▸ **Task directions**
Check each line of the material, and show the ones that include the word "Roadhouse".

▸ **Data supplied**
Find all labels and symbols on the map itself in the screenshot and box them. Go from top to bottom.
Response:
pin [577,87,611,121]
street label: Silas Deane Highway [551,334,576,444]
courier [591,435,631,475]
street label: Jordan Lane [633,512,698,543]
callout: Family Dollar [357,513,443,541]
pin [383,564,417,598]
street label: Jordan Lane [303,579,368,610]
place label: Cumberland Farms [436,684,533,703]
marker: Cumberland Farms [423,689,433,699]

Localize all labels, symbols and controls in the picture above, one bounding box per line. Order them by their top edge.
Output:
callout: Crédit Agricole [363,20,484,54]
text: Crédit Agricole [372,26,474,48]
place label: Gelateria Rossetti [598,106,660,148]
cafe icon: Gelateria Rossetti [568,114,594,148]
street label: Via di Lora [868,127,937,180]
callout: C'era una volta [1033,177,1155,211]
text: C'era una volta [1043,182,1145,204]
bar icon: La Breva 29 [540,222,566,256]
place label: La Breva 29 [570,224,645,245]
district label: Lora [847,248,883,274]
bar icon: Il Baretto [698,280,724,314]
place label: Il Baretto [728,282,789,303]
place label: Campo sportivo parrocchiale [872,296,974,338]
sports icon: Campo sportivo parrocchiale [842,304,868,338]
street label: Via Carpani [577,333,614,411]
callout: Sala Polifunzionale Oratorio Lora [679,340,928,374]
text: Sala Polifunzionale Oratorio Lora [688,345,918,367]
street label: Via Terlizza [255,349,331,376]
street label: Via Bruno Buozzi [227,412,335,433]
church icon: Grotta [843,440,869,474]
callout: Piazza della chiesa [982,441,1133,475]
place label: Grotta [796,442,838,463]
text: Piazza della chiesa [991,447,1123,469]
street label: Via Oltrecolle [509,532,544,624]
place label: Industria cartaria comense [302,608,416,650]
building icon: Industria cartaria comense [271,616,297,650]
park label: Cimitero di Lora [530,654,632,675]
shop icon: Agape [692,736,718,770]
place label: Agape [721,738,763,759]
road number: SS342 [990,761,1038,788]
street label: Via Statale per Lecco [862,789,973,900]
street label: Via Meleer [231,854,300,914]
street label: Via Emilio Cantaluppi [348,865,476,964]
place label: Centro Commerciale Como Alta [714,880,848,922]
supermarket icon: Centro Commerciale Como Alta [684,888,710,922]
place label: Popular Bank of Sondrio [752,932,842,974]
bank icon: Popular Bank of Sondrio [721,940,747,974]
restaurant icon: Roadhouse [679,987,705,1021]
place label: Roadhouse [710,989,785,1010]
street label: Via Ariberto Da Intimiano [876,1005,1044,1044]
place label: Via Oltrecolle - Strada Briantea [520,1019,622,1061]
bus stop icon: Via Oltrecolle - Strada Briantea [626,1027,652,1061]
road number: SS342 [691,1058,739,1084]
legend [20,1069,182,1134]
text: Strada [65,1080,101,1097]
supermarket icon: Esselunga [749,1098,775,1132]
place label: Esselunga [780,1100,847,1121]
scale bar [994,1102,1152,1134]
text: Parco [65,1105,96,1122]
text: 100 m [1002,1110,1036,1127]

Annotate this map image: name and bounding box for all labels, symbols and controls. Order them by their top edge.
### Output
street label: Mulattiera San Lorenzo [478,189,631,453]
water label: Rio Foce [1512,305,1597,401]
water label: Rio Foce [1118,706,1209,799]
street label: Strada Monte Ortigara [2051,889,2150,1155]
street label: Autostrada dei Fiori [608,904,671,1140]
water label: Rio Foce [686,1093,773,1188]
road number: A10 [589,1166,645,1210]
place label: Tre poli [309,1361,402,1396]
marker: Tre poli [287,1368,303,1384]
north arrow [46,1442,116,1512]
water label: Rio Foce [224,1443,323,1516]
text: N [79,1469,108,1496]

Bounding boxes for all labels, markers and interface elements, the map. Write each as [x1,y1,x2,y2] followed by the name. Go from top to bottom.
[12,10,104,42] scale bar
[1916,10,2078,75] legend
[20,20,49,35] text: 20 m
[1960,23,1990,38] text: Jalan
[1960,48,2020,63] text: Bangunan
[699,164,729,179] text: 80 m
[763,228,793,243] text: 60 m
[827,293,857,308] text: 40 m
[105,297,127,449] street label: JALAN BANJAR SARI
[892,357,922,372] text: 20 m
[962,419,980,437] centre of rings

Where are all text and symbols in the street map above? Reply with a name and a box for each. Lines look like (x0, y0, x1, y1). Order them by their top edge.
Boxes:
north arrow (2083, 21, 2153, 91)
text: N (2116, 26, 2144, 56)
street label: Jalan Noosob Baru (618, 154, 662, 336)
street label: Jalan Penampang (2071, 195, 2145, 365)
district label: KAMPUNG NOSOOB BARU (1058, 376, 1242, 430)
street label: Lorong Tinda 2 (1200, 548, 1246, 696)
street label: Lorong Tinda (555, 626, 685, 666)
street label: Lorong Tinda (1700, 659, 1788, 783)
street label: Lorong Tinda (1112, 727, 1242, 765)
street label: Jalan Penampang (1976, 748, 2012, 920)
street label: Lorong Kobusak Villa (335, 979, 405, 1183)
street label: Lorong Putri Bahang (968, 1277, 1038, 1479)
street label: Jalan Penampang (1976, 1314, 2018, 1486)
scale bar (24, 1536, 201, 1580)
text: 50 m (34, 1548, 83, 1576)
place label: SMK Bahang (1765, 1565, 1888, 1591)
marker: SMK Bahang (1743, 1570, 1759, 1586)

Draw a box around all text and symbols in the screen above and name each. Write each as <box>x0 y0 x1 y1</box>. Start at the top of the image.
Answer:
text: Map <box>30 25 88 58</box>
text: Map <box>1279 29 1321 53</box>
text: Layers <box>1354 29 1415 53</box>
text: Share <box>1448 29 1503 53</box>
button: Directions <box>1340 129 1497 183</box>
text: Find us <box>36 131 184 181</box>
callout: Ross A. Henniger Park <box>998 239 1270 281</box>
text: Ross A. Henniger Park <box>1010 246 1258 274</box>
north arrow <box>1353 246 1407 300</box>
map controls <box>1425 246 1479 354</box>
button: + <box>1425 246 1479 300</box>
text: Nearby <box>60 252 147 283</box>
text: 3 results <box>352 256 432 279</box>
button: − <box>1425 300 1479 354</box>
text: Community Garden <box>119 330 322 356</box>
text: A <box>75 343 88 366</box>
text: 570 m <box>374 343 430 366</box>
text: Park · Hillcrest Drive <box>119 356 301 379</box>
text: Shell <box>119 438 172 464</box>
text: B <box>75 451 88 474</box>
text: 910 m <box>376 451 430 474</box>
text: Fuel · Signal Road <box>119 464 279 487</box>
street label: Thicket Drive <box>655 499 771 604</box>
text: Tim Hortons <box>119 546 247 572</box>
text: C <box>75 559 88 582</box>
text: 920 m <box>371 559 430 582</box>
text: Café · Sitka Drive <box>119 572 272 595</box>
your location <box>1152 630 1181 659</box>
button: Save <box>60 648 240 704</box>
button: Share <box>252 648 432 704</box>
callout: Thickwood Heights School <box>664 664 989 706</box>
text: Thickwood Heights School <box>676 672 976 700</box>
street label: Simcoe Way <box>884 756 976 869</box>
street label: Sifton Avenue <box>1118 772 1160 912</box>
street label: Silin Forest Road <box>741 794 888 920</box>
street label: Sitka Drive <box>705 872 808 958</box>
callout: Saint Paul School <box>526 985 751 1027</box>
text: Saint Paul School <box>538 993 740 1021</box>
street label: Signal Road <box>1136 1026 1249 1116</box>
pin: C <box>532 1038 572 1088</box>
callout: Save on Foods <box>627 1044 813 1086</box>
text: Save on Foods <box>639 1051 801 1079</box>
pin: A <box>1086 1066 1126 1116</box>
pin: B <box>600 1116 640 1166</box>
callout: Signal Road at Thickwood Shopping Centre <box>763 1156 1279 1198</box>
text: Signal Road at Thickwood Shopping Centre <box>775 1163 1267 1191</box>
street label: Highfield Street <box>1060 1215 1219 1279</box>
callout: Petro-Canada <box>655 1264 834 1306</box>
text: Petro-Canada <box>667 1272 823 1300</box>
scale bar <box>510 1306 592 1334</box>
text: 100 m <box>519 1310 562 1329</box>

▸ **Answer for this exercise**
restaurant icon: Roadhouse [679,987,705,1021]
place label: Roadhouse [710,989,785,1010]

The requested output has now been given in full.